Ken Griffin is making a serious push to defeat a poll modification that seeks to legalize leisure marijuana use in Florida.
The billionaire financier has pledged $12 million to oppose the measure, based on spokesman Zia Ahmed. The constitutional modification can be determined by voters in November and desires not less than 60% approval to move.
In an opinion article revealed Friday within the Miami Herald, Griffin argued that the proposed modification would create a monopoly for big marijuana dispensaries and permit hashish use in private and non-private areas throughout Florida.
Along with his anti-legalization efforts, Griffin can be contributing $8 million to committes funding Republican candidates working for the Florida legislature, Ahmed mentioned.

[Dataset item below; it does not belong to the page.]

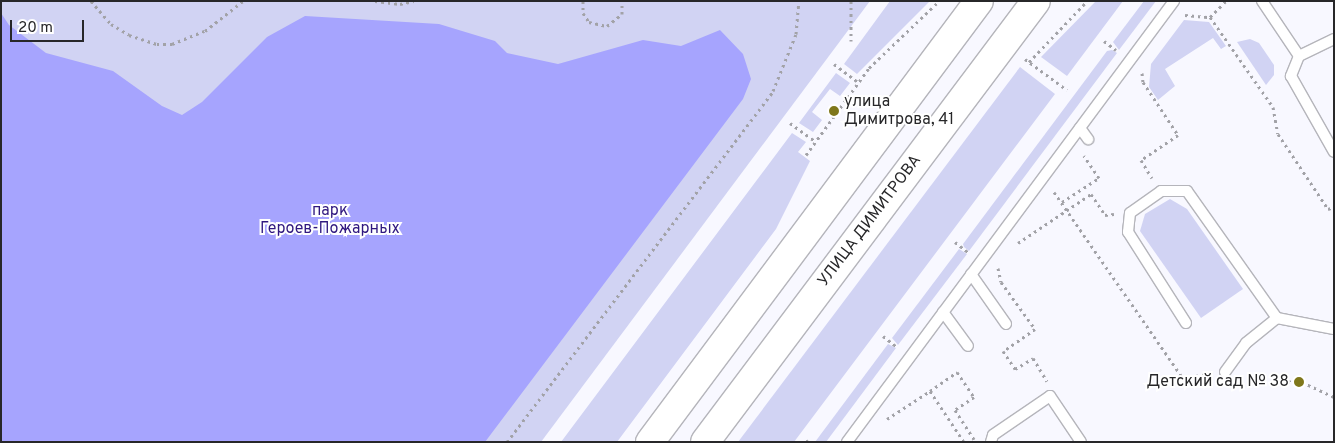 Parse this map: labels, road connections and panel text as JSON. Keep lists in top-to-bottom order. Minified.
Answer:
{"streets":{"street":["УЛИЦА ДИМИТРОВА"]},"parks":["парк Героев-Пожарных"],"places":["улица Димитрова, 41","Детский сад № 38"],"scale_bar":"20 m"}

The founding father of Citadel and Citadel Securities, who relocated from Chicago to Miami in 2022, has been wielding his $42 billion fortune to affect Florida’s political panorama and to fund philanthropic causes.
Earlier this 12 months, he condemned a proposed on line casino growth in South Florida, likening it to “dumping toxic waste into the Everglades.” Legislators buried it quickly after. Final 12 months, he performed a key function in watering down a proposal proscribing actual property purchases by Chinese language nationals, earlier than it was enacted. In June, he gave $500,000 to again the reelection marketing campaign of Miami-Dade County’s Democratic mayor, Daniella Levine Cava.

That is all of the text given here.